TASK — Below are the entries; tally the lines holding the string "Quirinstraße" and give only that figure.

(Saved data entries)
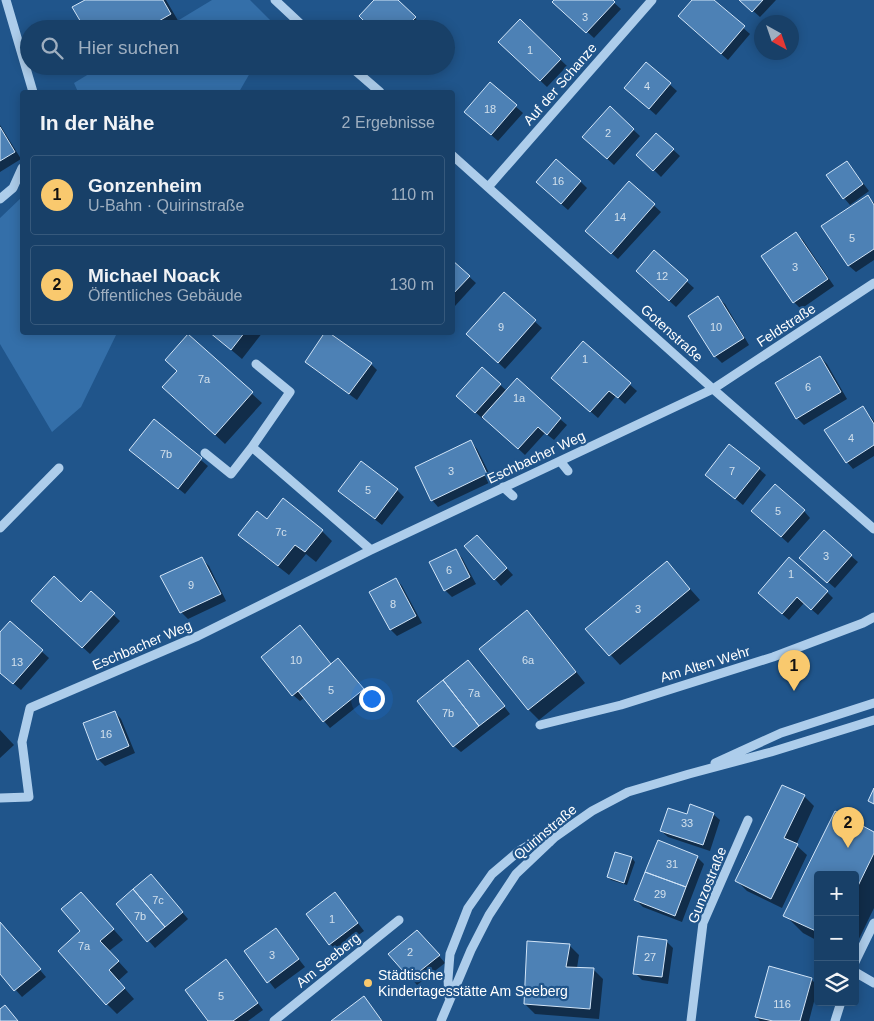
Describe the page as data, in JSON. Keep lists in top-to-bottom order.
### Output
{
  "streets": {
    "street": [
      "Auf der Schanze",
      "Feldstraße",
      "Gotenstraße",
      "Eschbacher Weg",
      "Am Alten Wehr",
      "Quirinstraße",
      "Gunzostraße",
      "Am Seeberg"
    ]
  },
  "crossings": [
    ["Auf der Schanze", "Gotenstraße"],
    ["Feldstraße", "Gotenstraße"],
    ["Feldstraße", "Eschbacher Weg"],
    ["Gotenstraße", "Eschbacher Weg"]
  ],
  "places": ["Städtische Kindertagesstätte Am Seeberg"],
  "house_numbers": [
    "3",
    "1",
    "4",
    "18",
    "2",
    "16",
    "14",
    "5",
    "3",
    "12",
    "9",
    "10",
    "1",
    "7a",
    "6",
    "1a",
    "4",
    "7b",
    "3",
    "7",
    "5",
    "5",
    "7c",
    "3",
    "6",
    "1",
    "9",
    "8",
    "3",
    "10",
    "6a",
    "13",
    "5",
    "7a",
    "7b",
    "16",
    "33",
    "31",
    "29",
    "7c",
    "7b",
    "1",
    "7a",
    "2",
    "3",
    "27",
    "5",
    "116"
  ],
  "north": "bottom right",
  "page": {
    "search": "Hier suchen",
    "heading": ["In der Nähe", "2 Ergebnisse"],
    "list": [
      {
        "mark": "1",
        "name": "Gonzenheim",
        "note": "U-Bahn · Quirinstraße",
        "value": "110 m"
      },
      {
        "mark": "2",
        "name": "Michael Noack",
        "note": "Öffentliches Gebäude",
        "value": "130 m"
      }
    ],
    "pins": ["1", "2"],
    "map_buttons": ["+", "−"]
  }
}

OUTPUT OF THE TASK — 2